### ACTIVITY
When a line below contains the word "tiles", it counts toward the total; give that total and nothing besides.

####

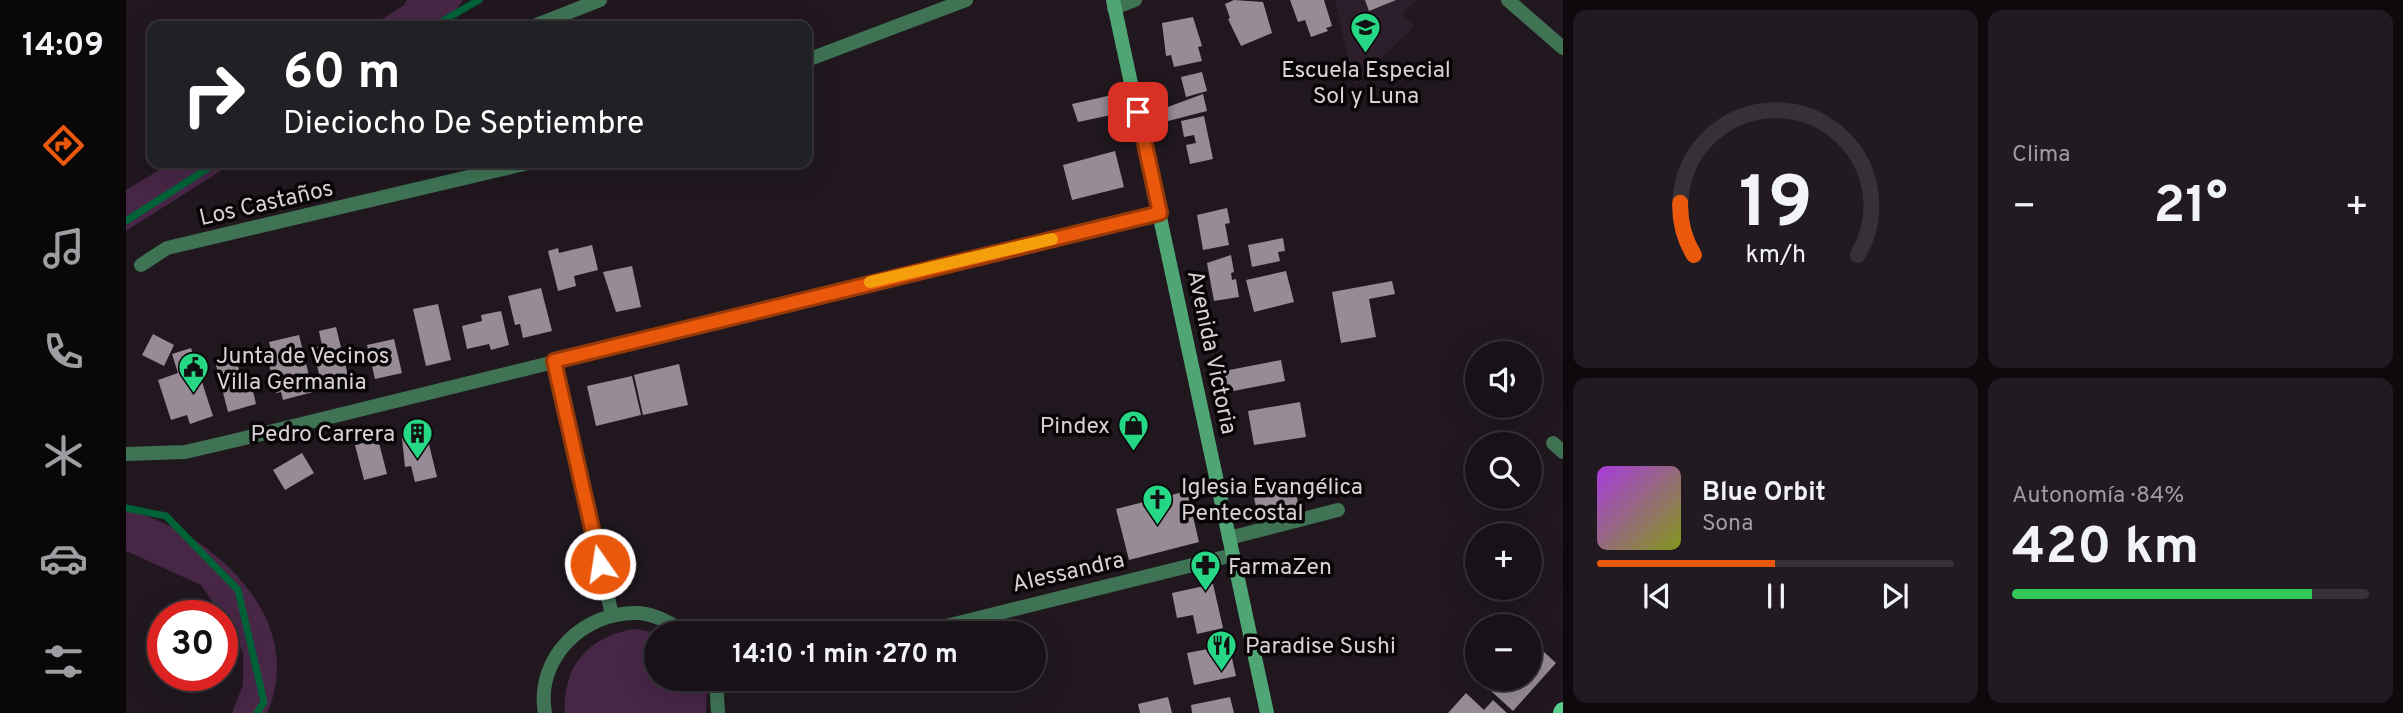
<!DOCTYPE html>
<html lang="es">
<meta charset="utf-8">
<style>
body{margin:0;font-family:Overpass,sans-serif;background:#211a20;color:#f1f3f6;height:100vh;display:flex;flex-direction:column;font-size:26px;white-space:nowrap}
*{box-sizing:border-box;margin:0}
p{font-size:23px;color:#9f9da1}
.icon{flex:none;width:38px;height:38px;fill:none;stroke:currentColor;stroke-width:2;stroke-linecap:round;stroke-linejoin:round}
.map{position:relative;flex:1;overflow:hidden}
.drawer{display:flex;flex-direction:column;gap:10px;padding:10px;background:#0d090d;width:840px}
.drawer>*{flex:none}
.guide{position:absolute;left:21px;top:21px;width:665px;height:147px;border-radius:14px;box-shadow:0 7px 28px #0002,0 0 0 2px #363136;background:#202124;color:#fff;overflow:hidden}
.fabs{position:absolute;left:1339px;top:341px;display:grid;gap:14px}
.fabs a{display:grid;place-items:center;width:77px;height:77px;border-radius:50%;background:#181117;box-shadow:0 7px 28px #0002,0 0 0 2px #363136;font-size:35px}
.speed{position:absolute;left:21px;top:600px;display:flex;gap:14px;font-size:35px;font-weight:700;text-align:center}
.speed>*{display:grid;place-content:center;width:91px;height:91px;border-radius:50%;background:#181117;box-shadow:0 7px 28px #0002,0 0 0 2px #363136;line-height:1}
.speed .limit{border:10px solid #d22;background:#fff;color:#111}
.pin{position:absolute;display:grid;place-items:center;width:60px;height:60px;color:#fff;margin:-30px;border-radius:14px;box-shadow:0 4px 10px #0006}
.me{position:absolute;width:77px;margin:-38px;rotate:347deg;stroke-linejoin:round;filter:drop-shadow(0 0 5px #0008)}
.turn{display:flex;align-items:center;gap:24px;height:147px;padding:0 21px;font-size:32px}
.turn .icon{width:91px;height:91px;stroke-width:2.5}
.turn b{display:block;font-size:49px;line-height:60px}
.big{font-size:52px;font-weight:700;line-height:1.1}
.drawer .card{flex:1;display:flex;flex-direction:column;justify-content:center;gap:10px;min-width:0;padding:0 24px;border-radius:14px;background:#211a20}
.drawer .dial{align-items:center;gap:0}
.dial svg{height:182px;overflow:visible;fill:none;stroke:#363136;stroke-width:7;stroke-linecap:round;text-anchor:middle}
.dial text{fill:#f1f3f6;stroke:none}
.song{display:flex;align-items:center;gap:21px}
.cover{width:84px;height:84px;border-radius:10px;background:linear-gradient(135deg,hsl(280 70% 55%),hsl(70 70% 35%))}
.played{height:7px;border-radius:4px;background:linear-gradient(90deg,#ea580c 50%,#363136 50%)}
.keys{display:flex;justify-content:space-around;direction:ltr}
.heat{display:flex;justify-content:space-between;align-items:center;font-size:38px;direction:ltr}
.charge{height:10px;border-radius:5px;background:linear-gradient(90deg,#34c759 84%,#363136 0)}
.drawer .tiles{flex:1;display:grid;gap:10px;grid-template-columns:repeat(2,1fr)}
.trip{position:absolute;left:518px;top:621px;width:402px;height:70px;border-radius:35px;background:#181117;box-shadow:0 7px 28px #0002,0 0 0 2px #363136;font-weight:700;line-height:70px;text-align:center}
main{display:flex;flex:1;min-height:0}
.tabs{display:flex;flex-direction:column;width:126px;justify-content:space-around;align-items:center;background:#0a0709;color:#9f9da1}
.tabs .icon{width:49px;height:49px}
.tabs .on{color:#ea580c}
.tabs b{font-size:32px;color:#f1f3f6}
.map>svg:first-child{display:block}
.built{fill:#2c1f2b}
.green{fill:#472646}
.lines{fill:none;stroke-linecap:round;stroke-linejoin:round}
.stream{stroke:#006238;stroke-width:7}
.building{fill:#978c96}
.street{stroke:#3f7354;stroke-width:14}
.secondary{stroke:#4fa674;stroke-width:14}
.primary{stroke:#5ace8d;stroke-width:18}
.route-casing{stroke:#983908;stroke-width:18}
.route{stroke:#ea580c;stroke-width:12}
.slow{stroke:#f59e0b;stroke-width:12}
.labels{text-anchor:middle;stroke-width:7;stroke-linejoin:round;paint-order:stroke}
.poi-label{font-size:23px;fill:#d8d2d7;stroke:#080507;text-anchor:start}
.street-label{font-size:23px;fill:#d8d2d7;stroke:#080507}
</style>
<main>
<nav class="tabs">
<b>14:09</b>
<svg class="icon on" aria-label="directions" viewBox="0 0 24 24"><path d="M12 3l9 9-9 9-9-9zM9 14v-3h6M13 9l2 2-2 2"/></svg>
<svg class="icon" aria-label="music" viewBox="0 0 24 24"><path d="M9 18V5l10-2v13"/><circle cx="6" cy="18" r="3"/><circle cx="16" cy="16" r="3"/></svg>
<svg class="icon" aria-label="phone" viewBox="0 0 24 24"><path d="M5 4h4l2 5-3 2q2 4 5 5l2-3 5 2v4C11 20 4 13 5 4z"/></svg>
<svg class="icon" aria-label="climate" viewBox="0 0 24 24"><path d="M12 3v18M4 7l16 10M4 17L20 7"/></svg>
<svg class="icon" aria-label="car" viewBox="0 0 24 24"><path d="M5 17H2v-5l4-1 3-4h7l3 4 3 1v5h-3M9 17h6M6 11h13"/><circle cx="7" cy="17" r="2"/><circle cx="17" cy="17" r="2"/></svg>
<svg class="icon" aria-label="filters" viewBox="0 0 24 24"><path d="M4 7h16M4 17h16"/><circle cx="9" cy="7" r="2"/><circle cx="15" cy="17" r="2"/></svg>
</nav>
<div class="map">
<svg width="1437" height="713" viewBox="0 0 1437 713">
<rect width="100%" height="100%" fill="#20171f"/>
<path class="built" d="M1209,0H1291L1276,14L1289,26L1228,85Z"/>
<g class="green">
<path d="M281,0H337L319,26H245L278,5Z"/>
<path d="M45,163H107L0,231V190Z"/>
<path d="M0,510C85,530 183,619 141,713H106L117,685V652L96,616L75,585L0,551Z"/>
<path d="M509,629L532,633L530,679H577L581,690L580,713H439C436,666 463,636 509,629Z"/>
</g>
<g class="lines">
<g class="stream">
<path d="M308,26L353,0"/>
<path d="M0,221L90,163"/>
<path d="M0,508L40,516L112,590L138,702L131,713"/>
</g>
</g>
<g class="building">
<path d="M1108,0L1137,2L1146,33L1115,46L1102,19L1104,18L1099,4Z"/>
<path d="M1164,0H1198L1206,26L1200,28L1202,31L1185,37L1179,20L1172,22Z"/>
<path d="M1239,0H1270L1243,11Z"/>
<path d="M1067,17L1076,46L1072,47L1076,61L1048,67L1045,55L1040,56L1036,23Z"/>
<path d="M1076,72L1081,91L1060,97L1055,77Z"/>
<path d="M1077,94L1081,111L1042,121L1039,108Z"/>
<path d="M986,95L990,114L952,122L946,104Z"/>
<path d="M1078,116L1087,159L1064,164L1060,145L1070,143L1068,135L1058,137L1055,121Z"/>
<path d="M989,151L998,187L946,200L937,165Z"/>
<path d="M1101,208L1104,223L1099,224L1103,245L1077,250L1071,215Z"/>
<path d="M1157,238L1159,251L1152,252L1154,261L1126,267L1122,245Z"/>
<path d="M466,245L472,270L448,276L450,286L432,291L422,251L432,248L433,253Z"/>
<path d="M1105,255L1108,272L1105,273L1106,280L1110,279L1113,297L1088,301L1081,263Z"/>
<path d="M506,266L515,307L490,312L477,272Z"/>
<path d="M1160,271L1168,302L1128,312L1120,280Z"/>
<path d="M1266,281L1269,294L1243,299L1250,337L1215,343L1206,292Z"/>
<path d="M415,288L426,331L397,338L394,324L389,325L382,296Z"/>
<path d="M312,304L325,360L300,366L287,309Z"/>
<path d="M375,311L383,345L365,350L363,344L341,349L336,326L356,321L355,315Z"/>
<path d="M210,327L223,380L196,387L187,348L196,346L193,331Z"/>
<path d="M27,334L48,345L38,366L16,355Z"/>
<path d="M173,335L187,392L157,400L155,392L150,393L143,364L148,363L143,342Z"/>
<path d="M268,339L276,373L249,379L241,345Z"/>
<path d="M65,348L87,416L64,424L61,415L45,420L32,380L52,373L46,354Z"/>
<path d="M110,359L116,380L124,378L130,404L102,412L90,365Z"/>
<path d="M1155,360L1159,381L1102,392L1098,371Z"/>
<path d="M553,364L562,405L517,415L508,375Z"/>
<path d="M506,376L515,415L470,426L461,386Z"/>
<path d="M1174,402L1180,437L1128,445L1122,411Z"/>
<path d="M300,432L311,477L289,482L285,466L279,467L276,438Z"/>
<path d="M252,439L261,474L238,480L229,445Z"/>
<path d="M176,453L188,473L159,490L147,470Z"/>
<path d="M1168,487L1175,513L1134,523L1128,498Z"/>
<path d="M1061,491L1073,542L1003,560L990,509Z"/>
<path d="M1087,584L1097,628L1071,634L1067,615L1051,618L1046,593Z"/>
<path d="M1404,639L1430,663L1387,711L1352,679H1404Z"/>
<path d="M1103,645L1110,676L1068,685L1061,653Z"/>
<path d="M1340,693L1358,710L1367,700L1381,713H1322Z"/>
<path d="M1042,697L1046,713H1014L1012,704Z"/>
<path d="M1104,697L1108,713H1066L1065,705Z"/>
</g>
<g class="lines">
<g class="street">
<path d="M1382,0L1437,48"/>
<path d="M988,8L1009,0"/>
<path d="M408,26L474,0"/>
<path d="M681,60L840,0"/>
<path d="M15,265L41,248L402,163"/>
<path d="M428,361L486,615"/>
<path d="M1427,443L1437,452"/>
<path d="M0,454L59,452L115,439L1034,213"/>
<path d="M1103,538L1212,510"/>
<path d="M788,634L1107,555"/>
<path d="M590,679L592,713"/>
<path d="M419,713C409,658 458,611 512,613C530,614 546,624 561,634"/>
</g>
<path class="secondary" d="M987,0L1141,713"/>
<path class="primary" d="M1436,713L1437,711"/>
</g>
<g class="lines">
<defs>
<path id="route" d="M474,564L428,361L1034,213L1012,112"/>
</defs>
<use href="#route" class="route-casing"/>
<use href="#route" class="route"/>
<path class="slow" d="M744,282L926,239"/>
</g>
<defs>
<symbol id="school-pin" viewBox="-11 -11 22 30"><path d="M0 17L-7.5 6A9.5 9.5 0 1 1 7.5 6Z" fill="#26d886" stroke="#080507"/><path d="M0-5L7-2L0 1L-7-2ZM-4 1L0 2.5L4 1V4Q0 6-4 4Z" fill="#111"/></symbol>
<symbol id="civic-pin" viewBox="-11 -11 22 30"><path d="M0 17L-7.5 6A9.5 9.5 0 1 1 7.5 6Z" fill="#26d886" stroke="#080507"/><path d="M-.6-6.5H3V-4.5H.6V-3L4-1V1h2V6H-6V1h2V-1L-.6-3ZM-1.2 2.5V6h2.4V2.5Z" fill="#111"/></symbol>
<symbol id="shop-pin" viewBox="-11 -11 22 30"><path d="M0 17L-7.5 6A9.5 9.5 0 1 1 7.5 6Z" fill="#26d886" stroke="#080507"/><path d="M-5-2.5h2.3a2.7 3.5 0 0 1 5.4 0H5L5.5 6h-11ZM-1.5-2.5h3a1.5 2.3 0 0 0-3 0Z" fill="#111"/></symbol>
<symbol id="building-pin" viewBox="-11 -11 22 30"><path d="M0 17L-7.5 6A9.5 9.5 0 1 1 7.5 6Z" fill="#26d886" stroke="#080507"/><path d="M-4-6H4V6H1V3H-1V6H-4ZM-2.5-4.3h1.7v1.8h-1.7ZM.8-4.3h1.7v1.8H.8ZM-2.5-1h1.7V.8h-1.7ZM.8-1h1.7V.8H.8Z" fill="#111"/></symbol>
<symbol id="church-pin" viewBox="-11 -11 22 30"><path d="M0 17L-7.5 6A9.5 9.5 0 1 1 7.5 6Z" fill="#26d886" stroke="#080507"/><path d="M-1.2-6h2.4v3.5h3.3v2.4h-3.3V6h-2.4V-.1h-3.3v-2.4h3.3Z" fill="#111"/></symbol>
<symbol id="pharmacy-pin" viewBox="-11 -11 22 30"><path d="M0 17L-7.5 6A9.5 9.5 0 1 1 7.5 6Z" fill="#26d886" stroke="#080507"/><path d="M-2-6h4v4h4v4h-4v4h-4v-4h-4v-4h4Z" fill="#111"/></symbol>
<symbol id="restaurant-pin" viewBox="-11 -11 22 30"><path d="M0 17L-7.5 6A9.5 9.5 0 1 1 7.5 6Z" fill="#26d886" stroke="#080507"/><path d="M-5-6h1v4h1v-4h1v4h1v-4h1v5L-1.5 .5V6h-2V.5L-5-1ZM5-6V6H3V1.5H1.5Q1.5-4 5-6Z" fill="#111"/></symbol>
</defs>
<g fill-rule="evenodd">
<use href="#school-pin" x="1222" y="10" width="35" height="47"/>
<use href="#civic-pin" x="50" y="350" width="35" height="47"/>
<use href="#shop-pin" x="990" y="408" width="35" height="47"/>
<use href="#building-pin" x="274" y="416" width="35" height="47"/>
<use href="#church-pin" x="1014" y="482" width="35" height="47"/>
<use href="#pharmacy-pin" x="1062" y="548" width="35" height="47"/>
<use href="#restaurant-pin" x="1078" y="628" width="35" height="47"/>
</g>
<g class="labels">
<g class="poi-label">
<text x="1240" y="77" text-anchor="middle">Escuela Especial<tspan x="1240" dy="26">Sol y Luna</tspan></text>
<text x="90" y="363">Junta de Vecinos<tspan x="90" dy="26">Villa Germania</tspan></text>
<text x="984" y="433" text-anchor="end">Pindex</text>
<text x="269" y="441" text-anchor="end">Pedro Carrera</text>
<text x="1055" y="494">Iglesia Evangélica<tspan x="1055" dy="26">Pentecostal</tspan></text>
<text x="1102" y="574">FarmaZen</text>
<text x="1119" y="653">Paradise Sushi</text>
</g>
<g class="street-label">
<text transform="translate(140 202) rotate(-13)" y="8">Los Castaños</text>
<text transform="translate(1087 352) rotate(78)" y="8">Avenida Victoria</text>
<text transform="translate(942 571) rotate(-13)" y="8">Alessandra</text>
</g>
</g>
</svg>
<div class="fabs">
<a><svg class="icon" aria-label="sound" viewBox="0 0 24 24"><path d="M4 9h4l5-4v14l-5-4H4zM17 9q2 3 0 6"/></svg></a>
<a><svg class="icon" aria-label="search" viewBox="0 0 24 24"><circle cx="10" cy="10" r="6"/><path d="M15 15l6 6"/></svg></a>
<a>+</a>
<a>−</a>
</div>
<div class="speed"><div class="limit">30</div></div>
<div class="pin" style="left:1012px;top:112px;background:#d93025"><svg class="icon" aria-label="arrive" viewBox="0 0 24 24"><path d="M6 21V4h12l-3 4 3 4H6"/></svg></div>
<svg class="me" style="left:474px;top:564px" viewBox="-20 -20 40 40"><circle r="17" fill="#ea580c" stroke="#fff" stroke-width="3"/><path d="M0-11L8 9 0 5-8 9z" fill="#fff"/></svg>
<div class="trip">14:10 · 1 min · 270 m</div>
<div class="guide">
<div class="turn"><svg class="icon" aria-label="right" viewBox="0 0 24 24"><path d="M7 20v-9h11M14 6l5 5-5 5"/></svg><div><b>60 m</b>Dieciocho De Septiembre</div></div>
</div>
</div>
<section class="drawer">
<div class="tiles">
<div class="card dial"><svg viewBox="0 0 100 80">
<path d="M14 69A42 42 0 1 1 86 69"/>
<path d="M14 69A42 42 0 0 1 8 46" stroke="#ea580c"/>
<text x="50" y="56" font-size="32" font-weight="700">19</text>
<text x="50" y="72" font-size="11">km/h</text>
</svg></div>
<div class="card"><p>Clima</p>
<div class="heat"><a>−</a><b class="big">21°</b><a>+</a></div>
</div>
<div class="card">
<div class="song"><i class="cover"></i><div><b>Blue Orbit</b><p>Sona</p></div></div>
<div class="played"></div>
<div class="keys"><svg class="icon" aria-label="previous" viewBox="0 0 24 24"><path d="M18 5L8 12l10 7zM5 5v14"/></svg><svg class="icon" aria-label="pause" viewBox="0 0 24 24"><path d="M8 5v14M16 5v14"/></svg><svg class="icon" aria-label="next" viewBox="0 0 24 24"><path d="M6 5l10 7-10 7zM19 5v14"/></svg></div>
</div>
<div class="card"><p>Autonomía · 84%</p><b class="big">420 km</b><div class="charge"></div></div>
</div>
</section>
</main>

####

### ANSWER TO THE PROBLEM
2